▸ Work item: Your task is to write out every line of the data exactly. Drop the pictures.

(Records from a data source)
------------------------------------------------------------

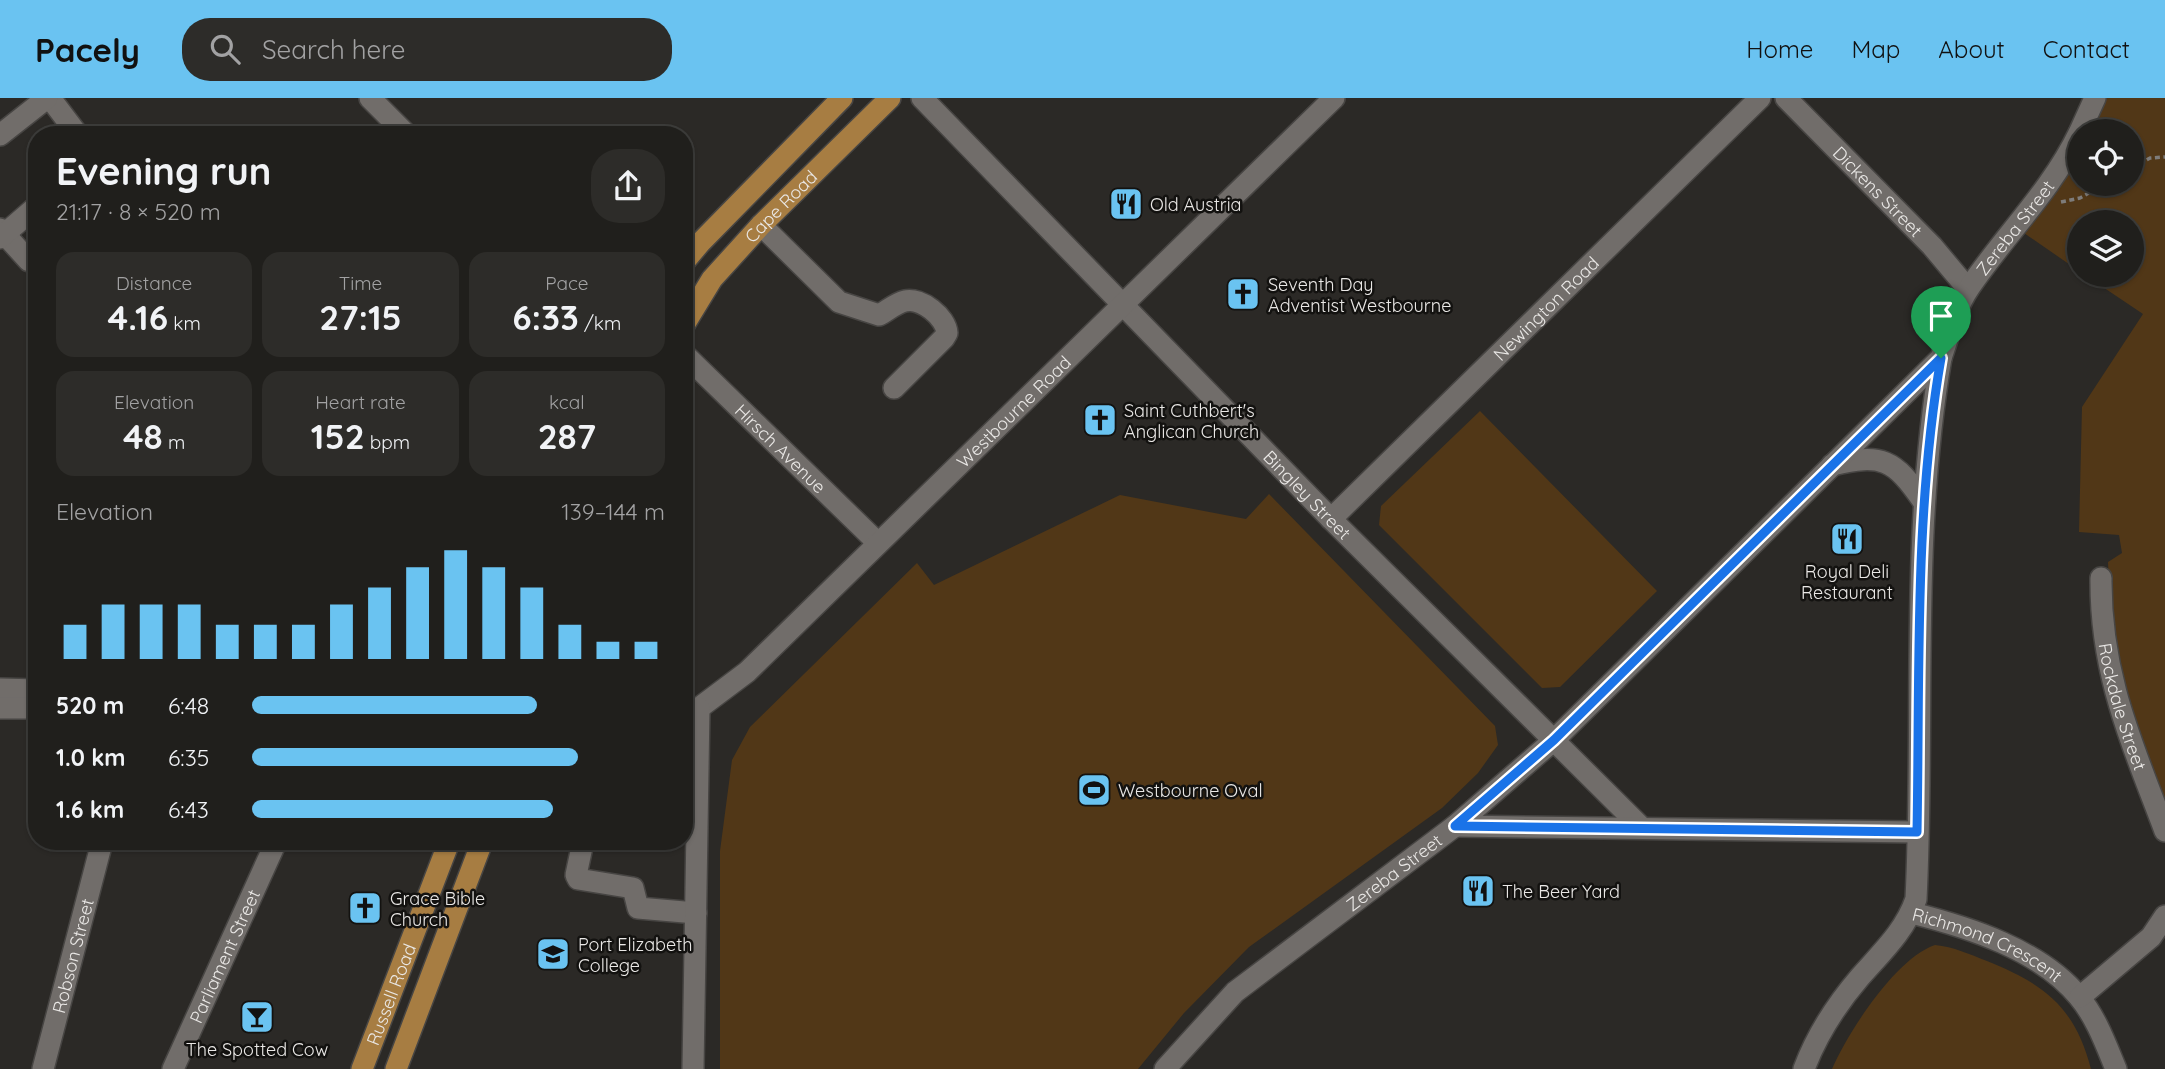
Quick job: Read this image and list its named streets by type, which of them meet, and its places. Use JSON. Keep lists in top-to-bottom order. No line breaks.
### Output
{"streets":{"main road":["Cape Road","Russell Road"],"street":["Dickens Street","Zereba Street","Newington Road","Westbourne Road","Hirsch Avenue","Bingley Street","Rockdale Street","Richmond Crescent","Robson Street","Parliament Street"]},"crossings":[["Dickens Street","Zereba Street"],["Zereba Street","Bingley Street"],["Newington Road","Bingley Street"],["Westbourne Road","Hirsch Avenue"],["Westbourne Road","Bingley Street"]],"places":{"restaurant":["Old Austria","Royal Deli Restaurant","The Beer Yard"],"church":["Seventh Day Adventist Westbourne","Saint Cuthbert's Anglican Church","Grace Bible Church"],"sports":["Westbourne Oval"],"school or university":["Port Elizabeth College"],"bar":["The Spotted Cow"]},"page":{"header":"Pacely","search":"Search here","nav":["Home","Map","About","Contact"],"heading":["Evening run","21:17 · 8 × 520 m"],"stats":[["Distance","4.16 km"],["Time","27:15"],["Pace","6:33 /km"],["Elevation","48 m"],["Heart rate","152 bpm"],["kcal","287"]],"chart":["Elevation","139–144 m"],"list":[{"name":"520 m","note":"6:48"},{"name":"1.0 km","note":"6:35"},{"name":"1.6 km","note":"6:43"}]}}
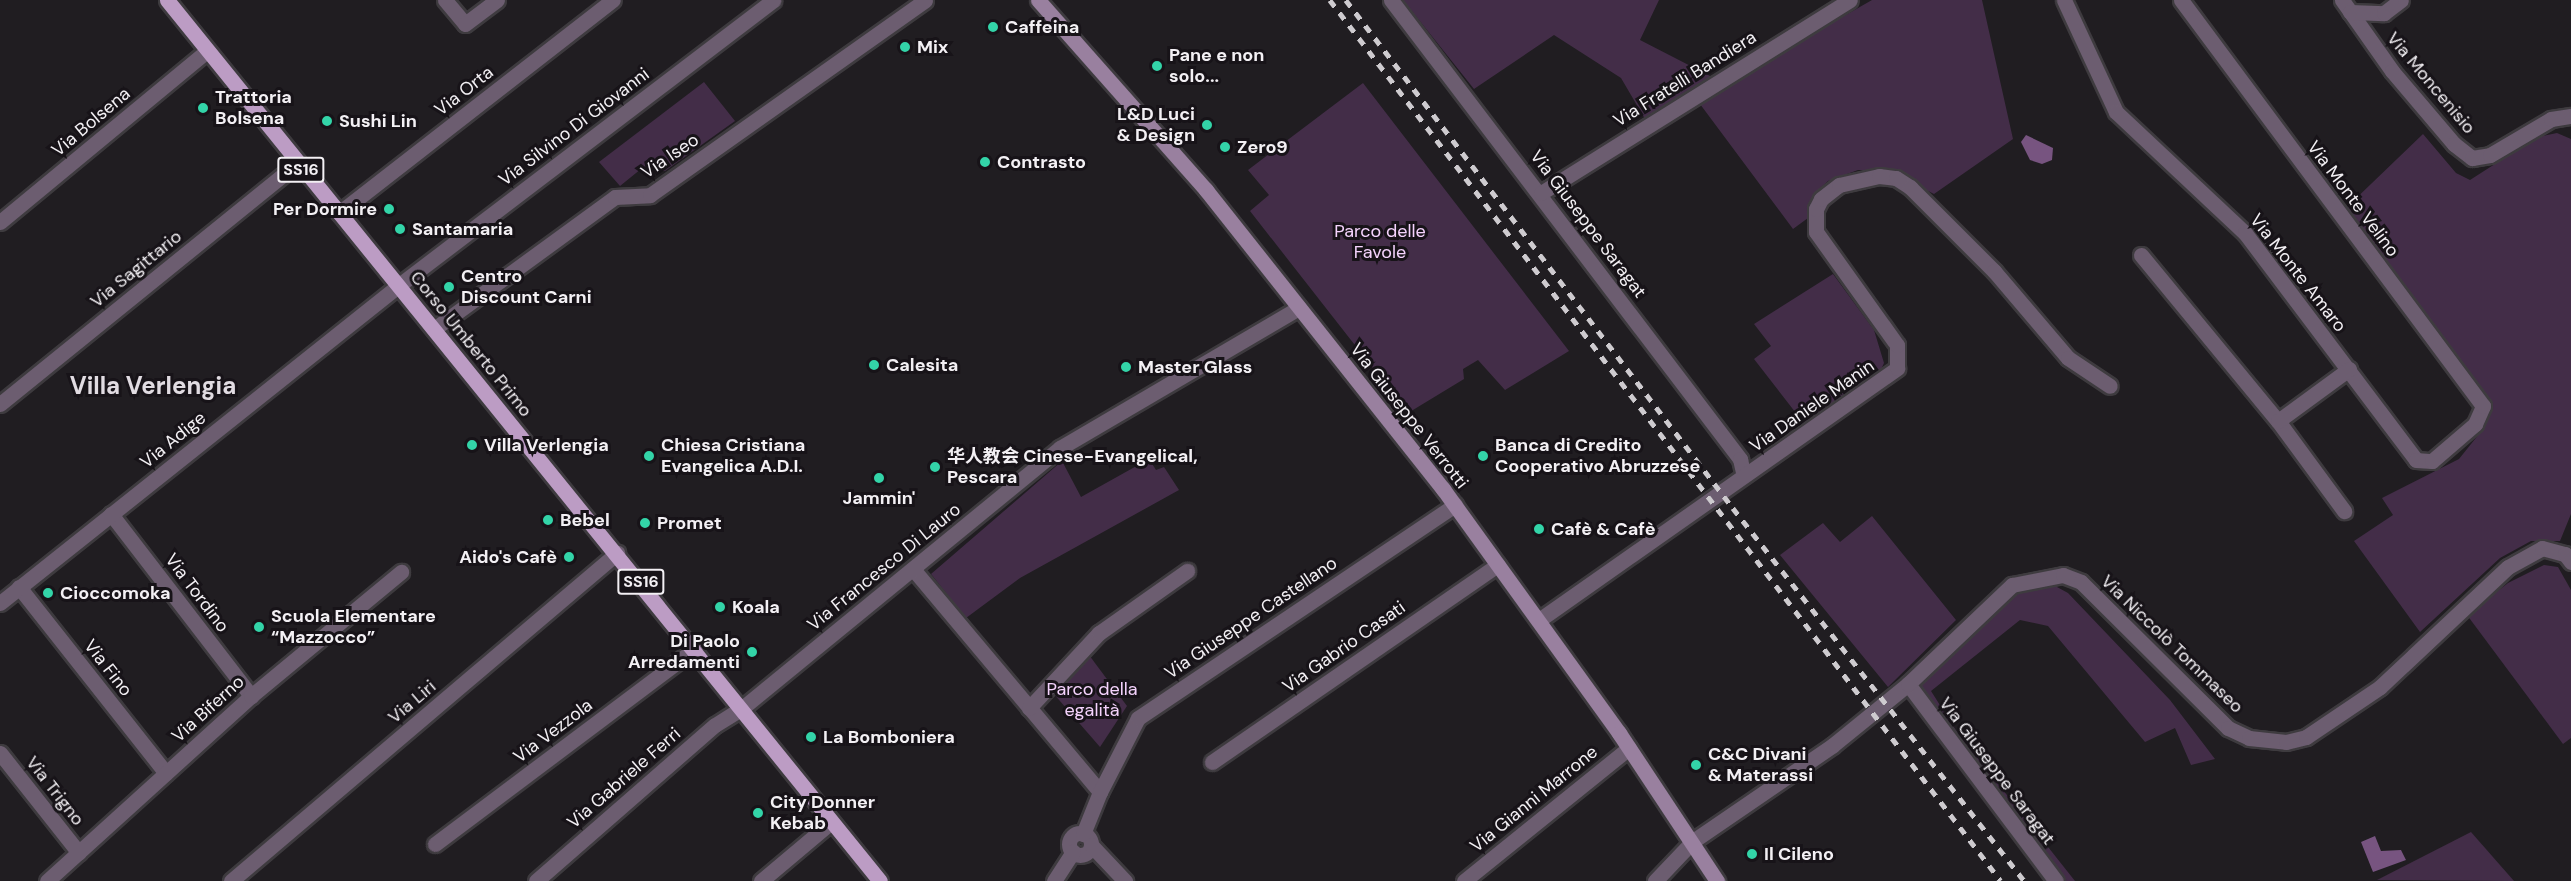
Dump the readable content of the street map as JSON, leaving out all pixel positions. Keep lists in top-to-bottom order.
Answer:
{
  "streets": {
    "main road": ["SS16", "Corso Umberto Primo"],
    "street": [
      "Via Fratelli Bandiera",
      "Via Moncenisio",
      "Via Orta",
      "Via Bolsena",
      "Via Silvino Di Giovanni",
      "Via Iseo",
      "Via Monte Velino",
      "Via Giuseppe Saragat",
      "Via Sagittario",
      "Via Monte Amaro",
      "Via Daniele Manin",
      "Via Giuseppe Verrotti",
      "Via Adige",
      "Via Francesco Di Lauro",
      "Via Tordino",
      "Via Giuseppe Castellano",
      "Via Niccolò Tommaseo",
      "Via Gabrio Casati",
      "Via Fino",
      "Via Liri",
      "Via Biferno",
      "Via Vezzola",
      "Via Gabriele Ferri",
      "Via Trigno",
      "Via Gianni Marrone"
    ]
  },
  "crossings": [
    ["Via Fratelli Bandiera", "Via Giuseppe Saragat"],
    ["Via Orta", "Corso Umberto Primo"],
    ["Via Bolsena", "Corso Umberto Primo"],
    ["Via Silvino Di Giovanni", "Corso Umberto Primo"],
    ["Via Silvino Di Giovanni", "Via Adige"],
    ["Via Iseo", "Corso Umberto Primo"],
    ["Via Monte Velino", "Via Monte Amaro"],
    ["Via Giuseppe Saragat", "Via Daniele Manin"],
    ["Via Giuseppe Saragat", "Via Niccolò Tommaseo"],
    ["Via Sagittario", "Corso Umberto Primo"],
    ["Corso Umberto Primo", "Via Adige"],
    ["Corso Umberto Primo", "Via Francesco Di Lauro"],
    ["Corso Umberto Primo", "Via Liri"],
    ["Corso Umberto Primo", "Via Vezzola"],
    ["Corso Umberto Primo", "Via Gabriele Ferri"],
    ["Via Daniele Manin", "Via Giuseppe Verrotti"],
    ["Via Giuseppe Verrotti", "Via Francesco Di Lauro"],
    ["Via Giuseppe Verrotti", "Via Giuseppe Castellano"],
    ["Via Giuseppe Verrotti", "Via Niccolò Tommaseo"],
    ["Via Giuseppe Verrotti", "Via Gabrio Casati"],
    ["Via Giuseppe Verrotti", "Via Gianni Marrone"],
    ["Via Adige", "Via Tordino"],
    ["Via Adige", "Via Fino"],
    ["Via Francesco Di Lauro", "Via Gabriele Ferri"],
    ["Via Tordino", "Via Biferno"],
    ["Via Fino", "Via Biferno"],
    ["Via Biferno", "Via Trigno"]
  ],
  "districts": ["Villa Verlengia"],
  "parks": ["Parco delle Favole", "Parco della egalità"],
  "places": [
    "Caffeina",
    "Mix",
    "Pane e non solo...",
    "Trattoria Bolsena",
    "Sushi Lin",
    "L&D Luci & Design",
    "Zero9",
    "Contrasto",
    "Per Dormire",
    "Santamaria",
    "Centro Discount Carni",
    "Calesita",
    "Master Glass",
    "Villa Verlengia",
    "Chiesa Cristiana Evangelica A.D.I.",
    "Banca di Credito Cooperativo Abruzzese",
    "华人教会 Cinese-Evangelical, Pescara",
    "Jammin'",
    "Bebel",
    "Promet",
    "Cafè & Cafè",
    "Aido's Cafè",
    "Cioccomoka",
    "Koala",
    "Scuola Elementare “Mazzocco”",
    "Di Paolo Arredamenti",
    "La Bomboniera",
    "C&C Divani & Materassi",
    "City Donner Kebab",
    "Il Cileno"
  ]
}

------------------------------------------------------------

▸ Result of this task:
Quick job: Read this image and list its named streets by type, which of them meet, and its places. Use JSON. Keep lists in top-to-bottom order. No line breaks.
### Output
{"streets":{"main road":["Cape Road","Russell Road"],"street":["Dickens Street","Zereba Street","Newington Road","Westbourne Road","Hirsch Avenue","Bingley Street","Rockdale Street","Richmond Crescent","Robson Street","Parliament Street"]},"crossings":[["Dickens Street","Zereba Street"],["Zereba Street","Bingley Street"],["Newington Road","Bingley Street"],["Westbourne Road","Hirsch Avenue"],["Westbourne Road","Bingley Street"]],"places":{"restaurant":["Old Austria","Royal Deli Restaurant","The Beer Yard"],"church":["Seventh Day Adventist Westbourne","Saint Cuthbert's Anglican Church","Grace Bible Church"],"sports":["Westbourne Oval"],"school or university":["Port Elizabeth College"],"bar":["The Spotted Cow"]},"page":{"header":"Pacely","search":"Search here","nav":["Home","Map","About","Contact"],"heading":["Evening run","21:17 · 8 × 520 m"],"stats":[["Distance","4.16 km"],["Time","27:15"],["Pace","6:33 /km"],["Elevation","48 m"],["Heart rate","152 bpm"],["kcal","287"]],"chart":["Elevation","139–144 m"],"list":[{"name":"520 m","note":"6:48"},{"name":"1.0 km","note":"6:35"},{"name":"1.6 km","note":"6:43"}]}}
Dump the readable content of the street map as JSON, leaving out all pixel positions. Keep lists in top-to-bottom order.
Answer:
{
  "streets": {
    "main road": ["SS16", "Corso Umberto Primo"],
    "street": [
      "Via Fratelli Bandiera",
      "Via Moncenisio",
      "Via Orta",
      "Via Bolsena",
      "Via Silvino Di Giovanni",
      "Via Iseo",
      "Via Monte Velino",
      "Via Giuseppe Saragat",
      "Via Sagittario",
      "Via Monte Amaro",
      "Via Daniele Manin",
      "Via Giuseppe Verrotti",
      "Via Adige",
      "Via Francesco Di Lauro",
      "Via Tordino",
      "Via Giuseppe Castellano",
      "Via Niccolò Tommaseo",
      "Via Gabrio Casati",
      "Via Fino",
      "Via Liri",
      "Via Biferno",
      "Via Vezzola",
      "Via Gabriele Ferri",
      "Via Trigno",
      "Via Gianni Marrone"
    ]
  },
  "crossings": [
    ["Via Fratelli Bandiera", "Via Giuseppe Saragat"],
    ["Via Orta", "Corso Umberto Primo"],
    ["Via Bolsena", "Corso Umberto Primo"],
    ["Via Silvino Di Giovanni", "Corso Umberto Primo"],
    ["Via Silvino Di Giovanni", "Via Adige"],
    ["Via Iseo", "Corso Umberto Primo"],
    ["Via Monte Velino", "Via Monte Amaro"],
    ["Via Giuseppe Saragat", "Via Daniele Manin"],
    ["Via Giuseppe Saragat", "Via Niccolò Tommaseo"],
    ["Via Sagittario", "Corso Umberto Primo"],
    ["Corso Umberto Primo", "Via Adige"],
    ["Corso Umberto Primo", "Via Francesco Di Lauro"],
    ["Corso Umberto Primo", "Via Liri"],
    ["Corso Umberto Primo", "Via Vezzola"],
    ["Corso Umberto Primo", "Via Gabriele Ferri"],
    ["Via Daniele Manin", "Via Giuseppe Verrotti"],
    ["Via Giuseppe Verrotti", "Via Francesco Di Lauro"],
    ["Via Giuseppe Verrotti", "Via Giuseppe Castellano"],
    ["Via Giuseppe Verrotti", "Via Niccolò Tommaseo"],
    ["Via Giuseppe Verrotti", "Via Gabrio Casati"],
    ["Via Giuseppe Verrotti", "Via Gianni Marrone"],
    ["Via Adige", "Via Tordino"],
    ["Via Adige", "Via Fino"],
    ["Via Francesco Di Lauro", "Via Gabriele Ferri"],
    ["Via Tordino", "Via Biferno"],
    ["Via Fino", "Via Biferno"],
    ["Via Biferno", "Via Trigno"]
  ],
  "districts": ["Villa Verlengia"],
  "parks": ["Parco delle Favole", "Parco della egalità"],
  "places": [
    "Caffeina",
    "Mix",
    "Pane e non solo...",
    "Trattoria Bolsena",
    "Sushi Lin",
    "L&D Luci & Design",
    "Zero9",
    "Contrasto",
    "Per Dormire",
    "Santamaria",
    "Centro Discount Carni",
    "Calesita",
    "Master Glass",
    "Villa Verlengia",
    "Chiesa Cristiana Evangelica A.D.I.",
    "Banca di Credito Cooperativo Abruzzese",
    "华人教会 Cinese-Evangelical, Pescara",
    "Jammin'",
    "Bebel",
    "Promet",
    "Cafè & Cafè",
    "Aido's Cafè",
    "Cioccomoka",
    "Koala",
    "Scuola Elementare “Mazzocco”",
    "Di Paolo Arredamenti",
    "La Bomboniera",
    "C&C Divani & Materassi",
    "City Donner Kebab",
    "Il Cileno"
  ]
}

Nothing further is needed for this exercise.